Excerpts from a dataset
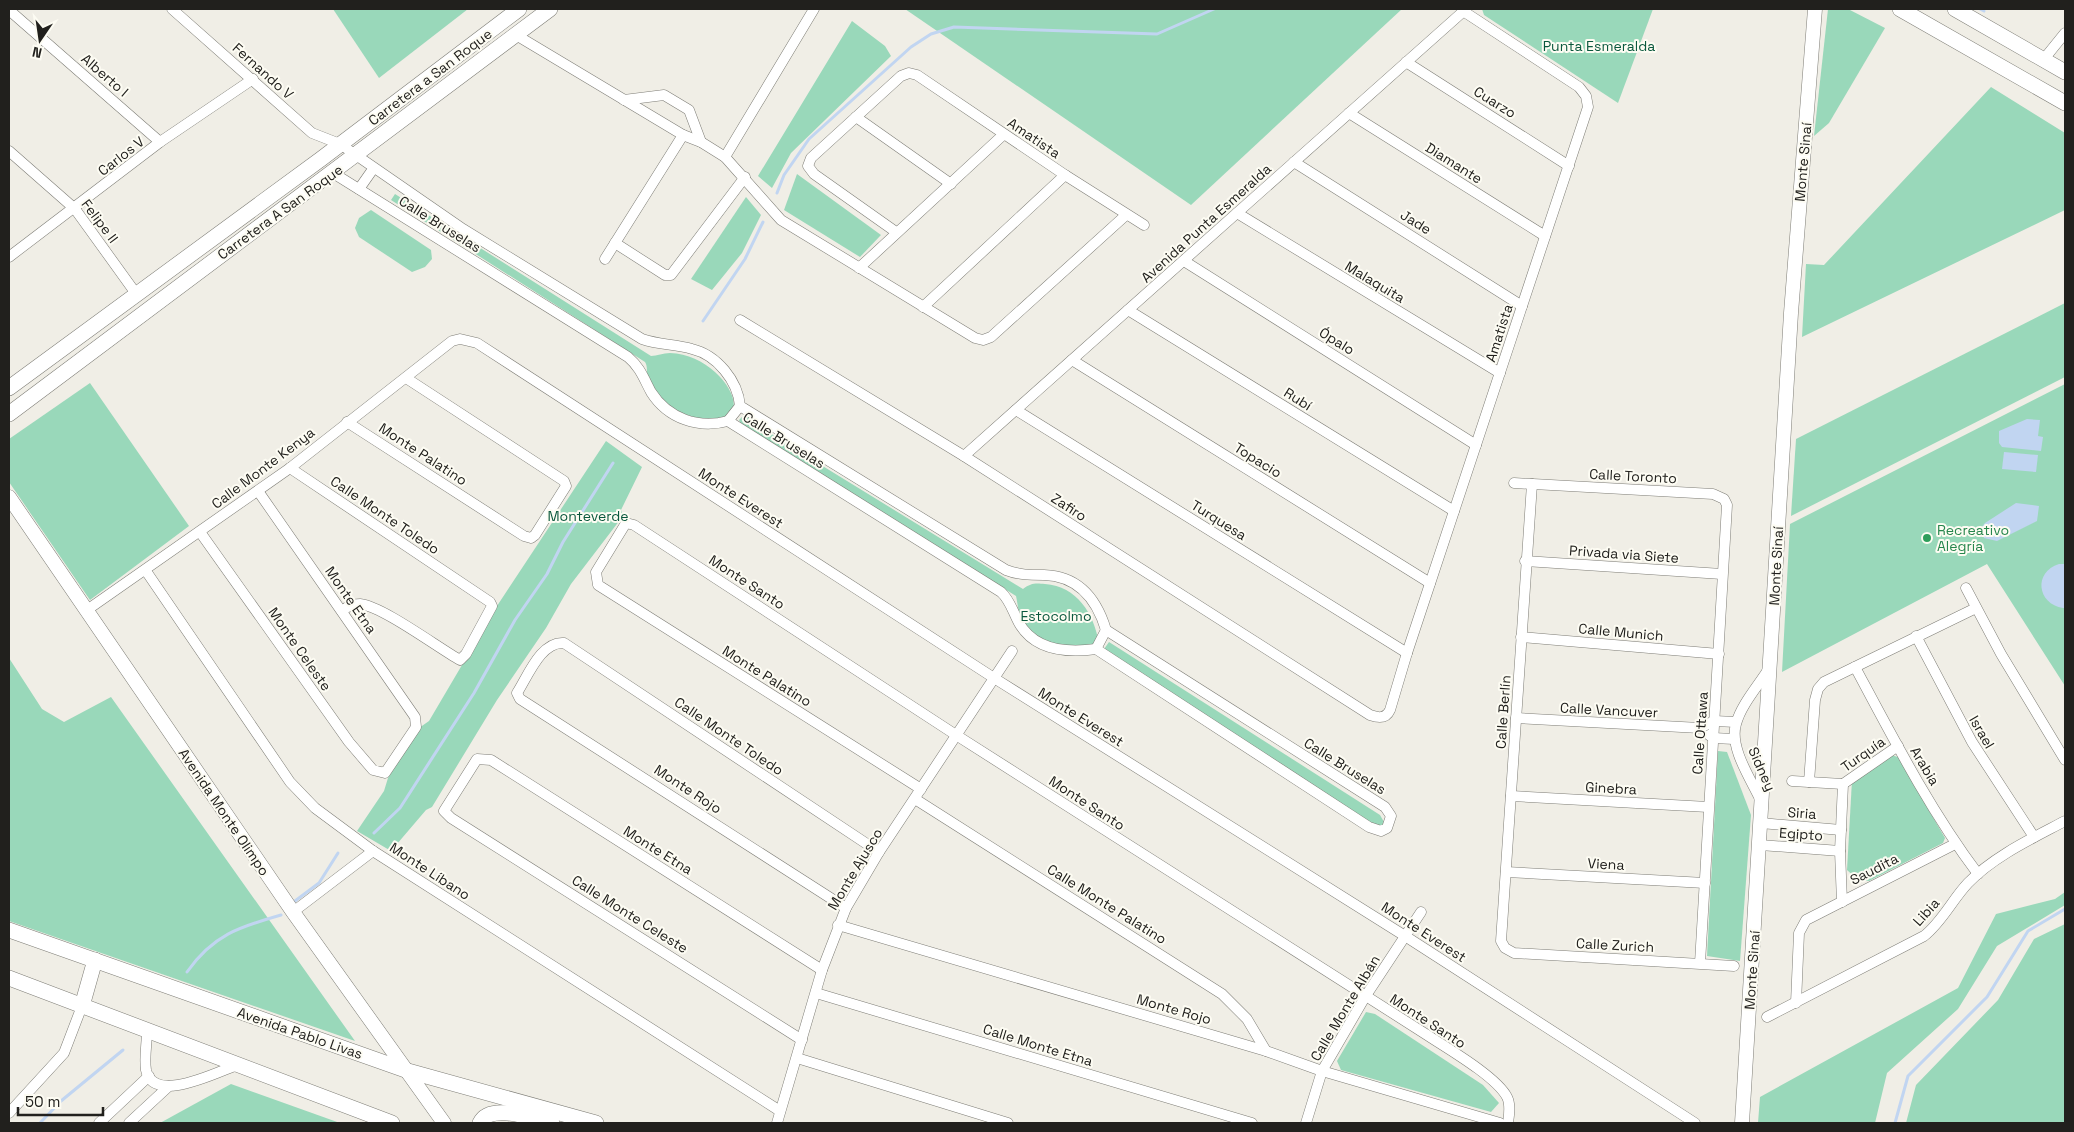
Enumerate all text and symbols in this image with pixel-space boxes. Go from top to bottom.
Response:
north arrow [15,15,65,65]
street label: Carretera a San Roque [365,25,495,129]
park label: Punta Esmeralda [1543,37,1655,55]
street label: Fernando V [229,39,298,103]
text: N [30,43,44,62]
street label: Alberto I [78,50,132,100]
street label: Cuarzo [1470,82,1520,122]
street label: Amatista [1004,114,1064,162]
street label: Monte Sinaí [1791,121,1815,202]
street label: Carlos V [94,132,148,180]
street label: Diamante [1422,138,1486,188]
street label: Carretera A San Roque [214,160,346,264]
street label: Avenida Punta Esmeralda [1137,160,1275,286]
street label: Calle Bruselas [396,192,484,256]
street label: Felipe II [78,195,122,247]
street label: Jade [1397,206,1435,238]
street label: Malaquita [1342,257,1408,307]
street label: Amatista [1481,302,1517,364]
street label: Ópalo [1316,323,1358,359]
street label: Rubí [1281,383,1316,415]
street label: Calle Bruselas [740,408,828,472]
street label: Monte Palatino [375,419,471,489]
street label: Calle Monte Kenya [208,423,318,513]
street label: Topacio [1231,438,1285,482]
street label: Monte Everest [695,464,787,532]
street label: Calle Toronto [1589,465,1677,487]
street label: Calle Monte Toledo [327,472,443,558]
street label: Zafiro [1048,489,1090,525]
street label: Turquesa [1188,496,1250,544]
park label: Monteverde [547,507,629,525]
place label: Recreativo Alegría [1937,521,2009,555]
street label: Monte Sinaí [1765,525,1787,606]
marker: Recreativo Alegría [1921,532,1933,544]
street label: Privada via Siete [1568,541,1680,567]
street label: Monte Santo [706,551,788,613]
street label: Monte Etna [321,563,381,637]
street label: Monte Celeste [265,604,335,694]
park label: Estocolmo [1020,607,1092,625]
street label: Calle Munich [1578,619,1664,645]
street label: Monte Palatino [719,641,815,711]
street label: Calle Berlín [1491,674,1515,750]
street label: Monte Everest [1035,684,1127,750]
street label: Calle Ottawa [1688,691,1712,775]
street label: Calle Monte Toledo [671,693,787,779]
street label: Calle Vancuver [1560,698,1658,722]
street label: Israel [1965,712,1999,752]
street label: Turquía [1837,732,1889,776]
street label: Calle Bruselas [1301,734,1389,798]
street label: Arabia [1906,743,1944,789]
street label: Sidney [1744,744,1780,794]
street label: Avenida Monte Olimpo [175,745,273,879]
street label: Monte Rojo [651,761,725,817]
street label: Monte Santo [1046,772,1128,834]
street label: Ginebra [1585,778,1637,798]
street label: Siria [1787,803,1817,823]
street label: Monte Etna [620,822,696,878]
street label: Egipto [1778,823,1824,845]
street label: Monte Ajusco [824,825,886,913]
street label: Monte Líbano [386,838,474,904]
street label: Saudita [1847,849,1901,889]
street label: Viena [1587,854,1625,874]
street label: Calle Monte Palatino [1044,860,1170,948]
street label: Calle Monte Celeste [569,871,691,957]
street label: Libia [1909,894,1943,930]
street label: Monte Everest [1378,898,1470,966]
street label: Monte Sinaí [1740,929,1764,1010]
street label: Calle Zurich [1576,934,1654,956]
street label: Calle Monte Albán [1306,952,1384,1064]
street label: Monte Rojo [1135,990,1213,1028]
street label: Monte Santo [1387,990,1469,1052]
street label: Avenida Pablo Livas [235,1003,365,1063]
street label: Calle Monte Etna [981,1020,1095,1070]
scale bar [18,1084,102,1116]
text: 50 m [25,1092,60,1111]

EXERCISE OBJECTIVE => Count how many lines of the data include the word "Alegría". Your reply should be that number alone.

WRITTEN ANSWER => 2